Ci ritroviamo insieme sulle ragioni della crescita del Paese.

Possiamo e dobbiamo ritrovarci insieme, quotidianamente e concretamente:

 

-                per sospingere costituzione e sviluppo delle reti d’impresa, e patrimonializzazione delle imprese;

-        per la modernizzazione del sistema dei pagamenti;

-        per agevolare l’accesso al credito, valorizzando il ruolo dei consorzi fidi e del Fondo centrale di garanzia, ed insistendo per correttivi ai parametri di Basilea 3.

 

Ho tentato una sintesi della nostra proposta di scelte per la crescita del Paese.

E’ una rassegna che chiudo segnalando il tema delle riforme istituzionali.

Riforme istituzionali e riforma della rappresentanza politica, anche mediante una legge elettorale che restituisca ai cittadini la possibilità di scegliere gli eletti in Parlamento.

Per rinnovare l’etica pubblica e per ridurre i costi della politica.

E per ricostruire – lo ribadisco - credibilità e fiducia: la fiducia degli italiani, la fiducia internazionale nei confronti dell’Italia.

Agire è urgente, drammaticamente urgente a centocinquant’anni dall’Unità.

Ce lo chiede l’Europa, e nessuno ci farà sconti.

Ma, soprattutto, agire è necessario per il futuro dell’Italia e delle sue giovani generazioni.

Due milioni di giovani che non studiano e che non lavorano sono una dissipazione di energie e di capitale umano, che un’Italia in via di rapido invecchiamento non può assolutamente permettersi.
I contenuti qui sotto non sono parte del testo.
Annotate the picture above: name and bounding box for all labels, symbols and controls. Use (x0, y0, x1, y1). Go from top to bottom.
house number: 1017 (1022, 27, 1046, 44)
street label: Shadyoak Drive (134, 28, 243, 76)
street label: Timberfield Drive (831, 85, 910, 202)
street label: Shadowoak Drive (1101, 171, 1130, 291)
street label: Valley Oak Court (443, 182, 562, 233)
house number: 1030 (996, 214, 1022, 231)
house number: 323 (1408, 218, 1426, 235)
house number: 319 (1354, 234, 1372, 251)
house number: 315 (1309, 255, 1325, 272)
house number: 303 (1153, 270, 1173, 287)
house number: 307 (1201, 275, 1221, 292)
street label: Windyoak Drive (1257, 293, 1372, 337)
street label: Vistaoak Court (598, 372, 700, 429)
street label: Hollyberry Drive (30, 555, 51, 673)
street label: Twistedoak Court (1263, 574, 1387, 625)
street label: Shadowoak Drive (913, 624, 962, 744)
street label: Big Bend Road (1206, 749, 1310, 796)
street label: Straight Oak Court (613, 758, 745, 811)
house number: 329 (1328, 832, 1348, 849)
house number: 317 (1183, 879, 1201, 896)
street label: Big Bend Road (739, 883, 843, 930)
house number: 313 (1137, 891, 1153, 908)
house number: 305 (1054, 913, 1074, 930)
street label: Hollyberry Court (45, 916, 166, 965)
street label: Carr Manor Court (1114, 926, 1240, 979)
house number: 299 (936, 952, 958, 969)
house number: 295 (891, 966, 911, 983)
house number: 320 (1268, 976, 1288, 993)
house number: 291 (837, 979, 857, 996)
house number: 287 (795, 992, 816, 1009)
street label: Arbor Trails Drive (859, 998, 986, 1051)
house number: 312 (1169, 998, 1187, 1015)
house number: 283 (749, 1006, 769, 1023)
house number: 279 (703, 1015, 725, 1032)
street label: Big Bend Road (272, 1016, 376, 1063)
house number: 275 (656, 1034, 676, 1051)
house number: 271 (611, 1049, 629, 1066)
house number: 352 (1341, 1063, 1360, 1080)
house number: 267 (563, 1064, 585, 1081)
Anche per questo, “è importante – come ha osservato Mario Draghi in uno dei suoi ultimi interventi da Governatore – che tutti ci convinciamo che la salvezza e il rilancio dell’economia italiana possono venire solo dagli italiani”.

Chiediamo, dunque, alla politica ed a chiunque governi di confrontarsi con le nostre proposte e di agire.

Di agire presto e bene, entro ed oltre il perimetro del maxi-emendamento alla legge di stabilità.

E’ questa la governabilità responsabile ed ambiziosa di cui il Paese ha, oggi, necessità ed urgenza.

E’ una governabilità che deve tradursi in capacità “di operare – cito il Presidente Napolitano – con la costante coesione necessaria per garantire adempimenti imprescindibili come le decisioni di bilancio e soluzioni adeguate per i problemi più urgenti del paese, anche in rapporto agli impegni e obblighi europei”.

Chiediamo questa governabilità e questa coesione.

Per parte nostra, scegliamo il “campo” degli interessi generali del Paese.

E saremo sempre con tutti coloro che si ritroveranno in questa scelta di responsabilità repubblicana.

Per dare certezza agli italiani ed ai mercati internazionali sulla capacità politica di onorare concretamente gli impegni di risanamento finanziario e di rilancio della crescita, che l’Italia ha assunto in sede europea.

Con responsabilità e tempestività, occorre lavorare affinchè l’Italia avanzi in un ambizioso e necessario disegno riformatore in condizioni di certezza di quadro politico.

Chiediamo che si faccia presto, prestissimo e che si mantenga saldo, saldissimo il primato degli interessi generali del Paese.

Ancora una volta, ci ritroviamo nell’esortazione del Presidente Napolitano ad una rinnovata responsabilità e coesione nazionale.

Prevalga questa responsabilità e questa coesione.

Lo chiediamo in tanti ed a gran voce.

Chiediamo un’Italia unita e protagonista in un’Europa più unita e più protagonista.

Anzitutto, l’Italia, dunque. Anzitutto, l’Italia, il suo futuro ed il futuro dei suoi giovani.